Od samego początku zawody nie układały się po myśli gospodarzy. Pierwsze punkty w spotkaniu zdobyli zawodnicy Znicza Basket, a w kolejnych minutach uzyskali kilku punktową przewagę. Głównym atutem przyjezdnych była szybka gra w ataku oraz twarda obrona w polu trzech sekund. W całej pierwszej połowie liderzy AZS AWF Katowice Mariusz Piotrkowski i Tomasz Milewski nie zdołali rzucić żadnego punktu. Pierwszemu ta sztuka nie udała się przez całe zawody. - Takie było nasze założenie przed meczem. W pierwszej połowie perfekcyjnie udało nam się zatrzymać dwóch podkoszowych graczy rywali, a moim wysocy zawodnicy w stu procentach wykonali powierzone im zadanie - przyznał trener pruszkowian Roman Skrzecz.

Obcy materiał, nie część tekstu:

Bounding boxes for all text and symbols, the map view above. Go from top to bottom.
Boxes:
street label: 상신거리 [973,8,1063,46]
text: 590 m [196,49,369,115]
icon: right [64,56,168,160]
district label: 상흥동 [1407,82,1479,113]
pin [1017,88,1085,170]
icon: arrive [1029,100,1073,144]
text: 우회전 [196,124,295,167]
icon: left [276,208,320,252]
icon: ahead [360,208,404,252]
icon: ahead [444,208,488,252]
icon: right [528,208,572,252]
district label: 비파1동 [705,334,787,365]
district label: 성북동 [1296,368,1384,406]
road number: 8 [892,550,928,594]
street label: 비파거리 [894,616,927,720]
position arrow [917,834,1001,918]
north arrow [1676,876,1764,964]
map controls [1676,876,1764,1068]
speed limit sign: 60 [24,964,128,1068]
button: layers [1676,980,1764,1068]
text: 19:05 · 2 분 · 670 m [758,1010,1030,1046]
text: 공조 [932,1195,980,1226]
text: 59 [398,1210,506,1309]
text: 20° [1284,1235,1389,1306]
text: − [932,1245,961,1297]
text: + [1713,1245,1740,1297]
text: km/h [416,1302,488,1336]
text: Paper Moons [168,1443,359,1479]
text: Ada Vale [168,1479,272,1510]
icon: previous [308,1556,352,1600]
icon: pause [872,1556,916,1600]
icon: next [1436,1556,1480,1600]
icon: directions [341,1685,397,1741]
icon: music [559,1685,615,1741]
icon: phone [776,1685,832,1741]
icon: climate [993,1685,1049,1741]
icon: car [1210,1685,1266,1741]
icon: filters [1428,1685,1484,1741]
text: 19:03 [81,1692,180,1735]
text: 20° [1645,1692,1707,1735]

Koszykarze Znicza Basket mieli jednak sporo problemów z dynamicznym 18-letnim Mateuszem Dziembą, który wspólnie z Tomaszem Koczwarą długo nie pozwolił rywalom odskoczyć na więcej jak dziesięć punktów. - Mateusz rozwija się z tygodnia na tydzień. Ma też ogromny atut. Pomimo młodego wieku nie boi się grać, czego nie mogę powiedzieć o niektórych dużo bardziej doświadczonych zawodnikach. Ten chłopak ma papiery na granie. Nie może jednak zapomnieć o ciężkiej pracy. - chwalił swojego podopiecznego Stawowski.
Na siedem minut przed końcem goście prowadzili już różnicą osiemnastu punktów (76:58) i to ich wyraźnie uśpiło. Ambitni katowiczanie szybko trafili dwa rzuty z dystansu, równocześnie skutecznie zatrzymując ataki bardziej doświadczonych zawodników z Mazowsza. Przez cztery kolejne minuty akademicy nie tracąc punktu zbliżyli się do rywali na pięć punktów (71:76). Za trzy trafił wówczas Grzegorz Radwan i było po meczu. - Zabrakło nam punktów z pięciu kontr w ostatniej kwarcie. Mieliśmy przewagę 3 na 1, 4 na 2, ale żadna nie skończyła się koszem. Automatycznie wpłynęło to na psychikę. Rzut Radwana był tego zwieńczeniem - przyznał trener AZS AWF.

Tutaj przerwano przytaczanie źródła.